Failure analysis of reinforced concrete frames by beam finite element that combines damage, plasticity and embedded discontinuity

• We design beam finite element for failure analysis of reinforced concrete frames
• We combine damage with plasticity for constitutive modeling of reinforced concrete
• We controll softening mesh dependency by the layer-wise application of the embedded discontinuity concept.

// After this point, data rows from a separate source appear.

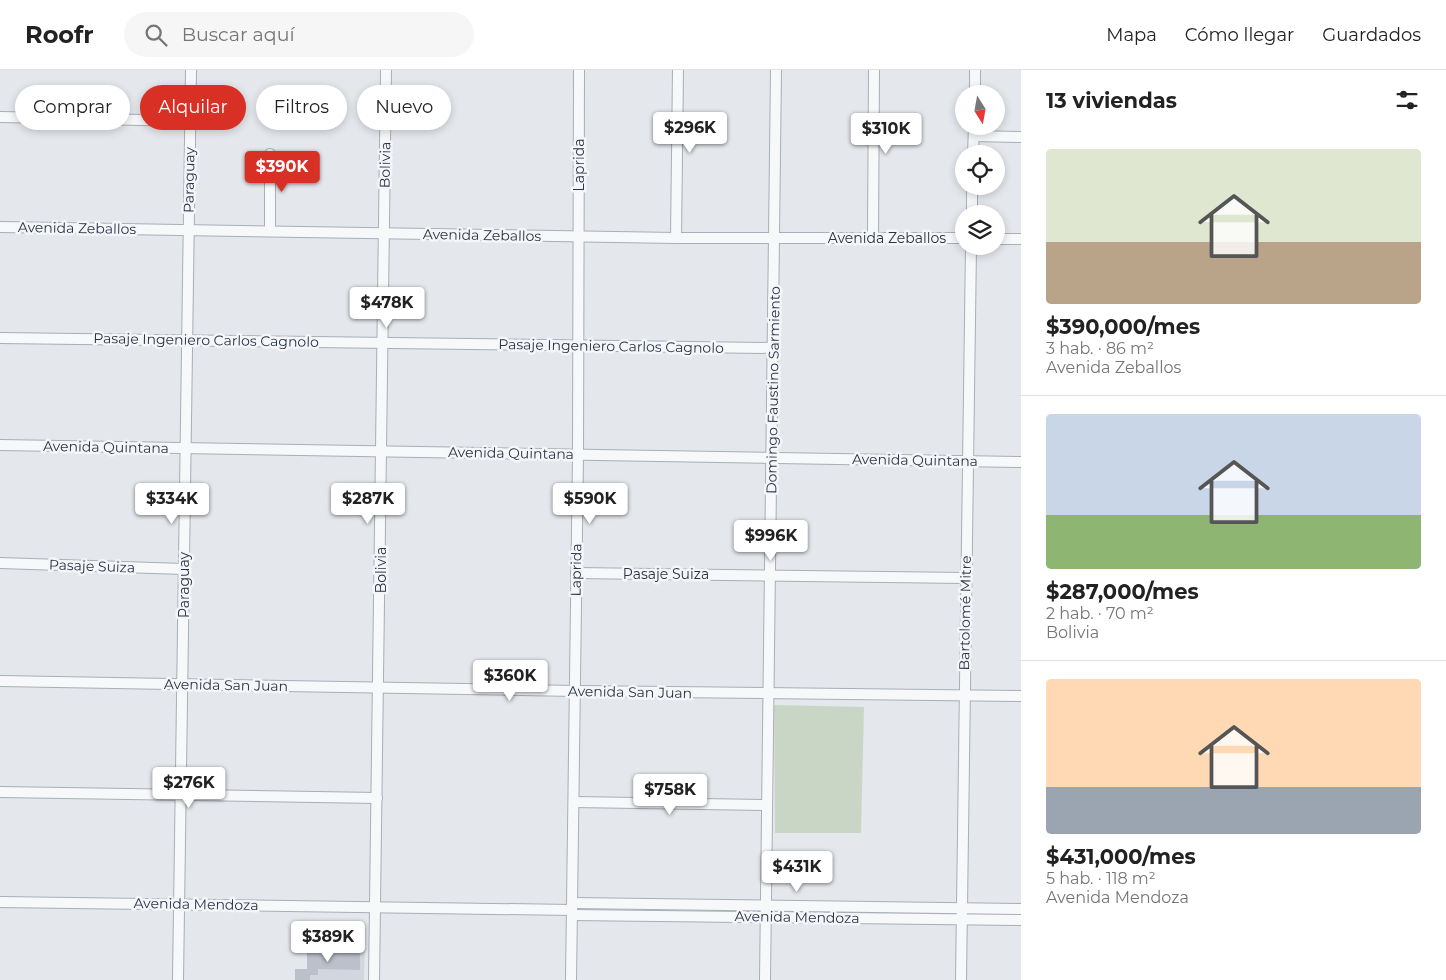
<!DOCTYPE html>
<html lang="es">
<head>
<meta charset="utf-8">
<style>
  :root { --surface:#fff; --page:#f6f6f6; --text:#222; --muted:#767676; --line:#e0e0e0; --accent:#d93025 }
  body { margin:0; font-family:Montserrat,sans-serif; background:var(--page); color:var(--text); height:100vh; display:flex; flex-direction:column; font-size:19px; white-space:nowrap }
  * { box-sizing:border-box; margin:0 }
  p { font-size:16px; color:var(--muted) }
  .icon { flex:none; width:28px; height:28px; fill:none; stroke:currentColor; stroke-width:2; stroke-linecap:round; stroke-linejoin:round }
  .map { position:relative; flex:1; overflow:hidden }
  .sheet { display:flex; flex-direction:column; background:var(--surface); width:425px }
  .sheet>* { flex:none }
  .banner { position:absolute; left:15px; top:15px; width:475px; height:45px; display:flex; gap:10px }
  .needle { width:32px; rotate:169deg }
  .fabs { position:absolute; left:955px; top:15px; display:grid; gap:10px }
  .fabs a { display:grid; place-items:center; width:50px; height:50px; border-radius:50%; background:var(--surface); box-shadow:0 2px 8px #0003; font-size:25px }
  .price { position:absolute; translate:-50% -42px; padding:0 11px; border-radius:5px; background:#fff; color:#222; font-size:16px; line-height:32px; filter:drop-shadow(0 1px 2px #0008) }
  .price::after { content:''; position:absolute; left:50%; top:30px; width:15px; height:11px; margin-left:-8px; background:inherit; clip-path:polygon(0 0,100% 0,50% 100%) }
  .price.current { background:var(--accent); color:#fff }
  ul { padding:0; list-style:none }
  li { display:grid; align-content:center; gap:10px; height:265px; padding:0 25px }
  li+li { border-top:1px solid var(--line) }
  li span { display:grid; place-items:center; height:155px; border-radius:5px; color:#555 }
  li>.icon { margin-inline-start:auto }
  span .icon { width:90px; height:90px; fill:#fffc; stroke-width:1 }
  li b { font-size:21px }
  h2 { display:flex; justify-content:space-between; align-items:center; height:60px; padding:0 25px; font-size:21px }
  .pill { padding:0 18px; border-radius:22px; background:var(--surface); box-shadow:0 2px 8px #0003; font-size:18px; line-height:45px }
  .pill.current { background:var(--accent); color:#fff }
  header { display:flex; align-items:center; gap:30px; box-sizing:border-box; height:70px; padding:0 25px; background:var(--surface); border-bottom:1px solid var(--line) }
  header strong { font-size:24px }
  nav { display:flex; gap:28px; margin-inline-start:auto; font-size:18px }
  .search { width:350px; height:45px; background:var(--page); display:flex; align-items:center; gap:12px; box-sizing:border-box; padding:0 18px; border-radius:28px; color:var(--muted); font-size:19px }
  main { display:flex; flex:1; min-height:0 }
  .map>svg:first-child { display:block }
  .built { fill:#d2d6de }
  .green { fill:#c9d6c5 }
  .building { fill:#bbc0ca }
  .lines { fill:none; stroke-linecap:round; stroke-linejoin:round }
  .street-casing { stroke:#a9aeb7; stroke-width:12 }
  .street { stroke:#f7f8fa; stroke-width:10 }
  .labels { text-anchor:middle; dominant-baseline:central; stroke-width:5; stroke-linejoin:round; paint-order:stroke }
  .street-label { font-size:14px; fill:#2b3445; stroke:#f4f6f9 }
</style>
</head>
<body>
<header>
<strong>Roofr</strong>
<div class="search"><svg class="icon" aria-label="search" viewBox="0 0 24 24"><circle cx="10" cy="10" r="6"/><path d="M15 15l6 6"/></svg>Buscar aquí</div>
<nav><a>Mapa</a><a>Cómo llegar</a><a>Guardados</a></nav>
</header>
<main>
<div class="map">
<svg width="1021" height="910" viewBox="0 0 1021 910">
  <rect width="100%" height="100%" fill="#e4e7ec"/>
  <path class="built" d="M 307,856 L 365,856 L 364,910 L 295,910 L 295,899 L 307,899 Z"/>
  <path class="green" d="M 774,635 L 864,637 L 861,763 L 775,763 Z"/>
  <path class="building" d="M 307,881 L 360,882 L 360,900 L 318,899 L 318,905 L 310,905 L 310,910 L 295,910 L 295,899 L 307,899 Z"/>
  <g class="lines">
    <g class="street-casing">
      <g id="street">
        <path d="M 975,24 L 975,0"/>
        <path d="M 0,47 L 190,51"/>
        <path d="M 974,66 L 1021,67"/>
        <path d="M 270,84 L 270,161"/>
        <path d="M 973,84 L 974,56"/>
        <path d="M 972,144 L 972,116"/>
        <path d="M 0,157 L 676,168 L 964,168"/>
        <path d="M 676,168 L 678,0"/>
        <path d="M 873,169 L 874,0"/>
        <path d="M 996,169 L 1021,169"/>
        <path d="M 0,268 L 773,278"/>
        <path d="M 0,375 L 1021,392"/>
        <path d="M 0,493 L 184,499"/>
        <path d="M 576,503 L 966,508"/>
        <path d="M 0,611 L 575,621 L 1021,626"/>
        <path d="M 0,722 L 377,728"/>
        <path d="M 574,732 L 767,735"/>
        <path d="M 0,832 L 572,840"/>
        <path d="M 573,833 L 1021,839"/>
        <path d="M 572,845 L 1021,850"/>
        <path d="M 178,910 L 191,0"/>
        <path d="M 374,910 L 386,0"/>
        <path d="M 571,910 L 578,385 L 579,0"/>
        <path d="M 765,910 L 776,0"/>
        <path d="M 961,910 L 971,176"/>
      </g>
    </g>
    <use href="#street" class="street"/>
  </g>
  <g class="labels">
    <g class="street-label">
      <text transform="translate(385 95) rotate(-89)">Bolivia</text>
      <text transform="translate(579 95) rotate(-90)">Laprida</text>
      <text transform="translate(189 110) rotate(-89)">Paraguay</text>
      <text transform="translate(77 158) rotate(1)">Avenida Zeballos</text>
      <text transform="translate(482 165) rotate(1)">Avenida Zeballos</text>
      <text x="887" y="168">Avenida Zeballos</text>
      <text transform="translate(206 270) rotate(1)">Pasaje Ingeniero Carlos Cagnolo</text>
      <text transform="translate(611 276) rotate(1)">Pasaje Ingeniero Carlos Cagnolo</text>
      <text transform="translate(773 320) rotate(-89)">Domingo Faustino Sarmiento</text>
      <text transform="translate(106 377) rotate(1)">Avenida Quintana</text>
      <text transform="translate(511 383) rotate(1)">Avenida Quintana</text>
      <text transform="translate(915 390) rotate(1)">Avenida Quintana</text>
      <text transform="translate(92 496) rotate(2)">Pasaje Suiza</text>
      <text transform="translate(381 500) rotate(-90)">Bolivia</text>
      <text transform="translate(576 500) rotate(-89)">Laprida</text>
      <text x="666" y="504">Pasaje Suiza</text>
      <text transform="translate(184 515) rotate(-90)">Paraguay</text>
      <text transform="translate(965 543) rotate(-89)">Bartolomé Mitre</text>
      <text transform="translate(226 615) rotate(1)">Avenida San Juan</text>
      <text transform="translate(630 622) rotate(1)">Avenida San Juan</text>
      <text transform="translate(196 834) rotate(1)">Avenida Mendoza</text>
      <text transform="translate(797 847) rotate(1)">Avenida Mendoza</text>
    </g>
  </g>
</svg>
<div class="fabs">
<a><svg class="needle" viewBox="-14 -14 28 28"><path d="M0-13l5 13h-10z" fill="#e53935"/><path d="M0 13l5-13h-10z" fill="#767676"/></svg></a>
<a><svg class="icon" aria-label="locate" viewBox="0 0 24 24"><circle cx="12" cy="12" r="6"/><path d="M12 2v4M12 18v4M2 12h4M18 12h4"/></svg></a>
<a><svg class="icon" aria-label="layers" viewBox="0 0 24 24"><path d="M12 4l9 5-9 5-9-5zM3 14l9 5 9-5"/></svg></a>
</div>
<b class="price" style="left:690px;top:84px">$296K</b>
<b class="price" style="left:886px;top:85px">$310K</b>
<b class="price current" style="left:282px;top:123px">$390K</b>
<b class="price" style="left:387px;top:259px">$478K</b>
<b class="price" style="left:172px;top:455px">$334K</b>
<b class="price" style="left:368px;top:455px">$287K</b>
<b class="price" style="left:590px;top:455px">$590K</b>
<b class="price" style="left:771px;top:492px">$996K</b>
<b class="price" style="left:510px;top:632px">$360K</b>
<b class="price" style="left:189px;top:739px">$276K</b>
<b class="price" style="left:670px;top:746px">$758K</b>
<b class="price" style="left:797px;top:823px">$431K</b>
<b class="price" style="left:328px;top:893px">$389K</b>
<div class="banner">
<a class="pill">Comprar</a>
<a class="pill current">Alquilar</a>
<a class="pill">Filtros</a>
<a class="pill">Nuevo</a>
</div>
</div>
<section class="sheet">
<h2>13 viviendas<svg class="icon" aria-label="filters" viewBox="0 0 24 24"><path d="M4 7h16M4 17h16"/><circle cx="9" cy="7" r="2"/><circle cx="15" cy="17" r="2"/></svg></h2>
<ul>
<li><span style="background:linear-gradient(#dfe7d0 60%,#b9a48a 0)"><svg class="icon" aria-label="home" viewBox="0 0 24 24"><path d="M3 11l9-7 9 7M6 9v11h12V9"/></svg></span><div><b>$390,000/mes</b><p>3 hab. · 86 m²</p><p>Avenida Zeballos</p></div></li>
<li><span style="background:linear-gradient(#c9d6e8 65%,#8fb573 0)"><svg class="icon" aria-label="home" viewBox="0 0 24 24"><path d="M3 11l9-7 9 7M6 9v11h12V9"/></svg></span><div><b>$287,000/mes</b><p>2 hab. · 70 m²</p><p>Bolivia</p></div></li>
<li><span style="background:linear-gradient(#ffd9b3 70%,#9aa5b1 0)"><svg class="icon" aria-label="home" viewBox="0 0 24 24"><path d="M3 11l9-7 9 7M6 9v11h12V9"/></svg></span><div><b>$431,000/mes</b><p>5 hab. · 118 m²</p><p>Avenida Mendoza</p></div></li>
</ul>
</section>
</main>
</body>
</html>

We present a multi-layer beam finite element formulation for failure analysis of planar reinforced concrete beams and frames, which is based on the Timoshenko beam model. Material behavior of the concrete and the steel layer is described by an elasto-damage and an elasto-plastic material model, respectively. In order to be able to describe the fracture energy, a layer-wise application of the embedded discontinuity concept is adopted. In particular, a jump in the layer-axial-displacement is embedded into the standard beam kinematics when the layer stress state fulfills the material failure criterion and the layer functions in the softening phase. This allows applying a softening-damage and a softening-plasticity traction-separation cohesive law in concrete and steel layers, respectively. The computer code implementation is described in detail. A set of numerical examples is presented in order to illustrate an ability of the formulation to model and compute failure response of reinforced concrete beams and frames under monotonic static loading. Finally, the formulation is critically assessed.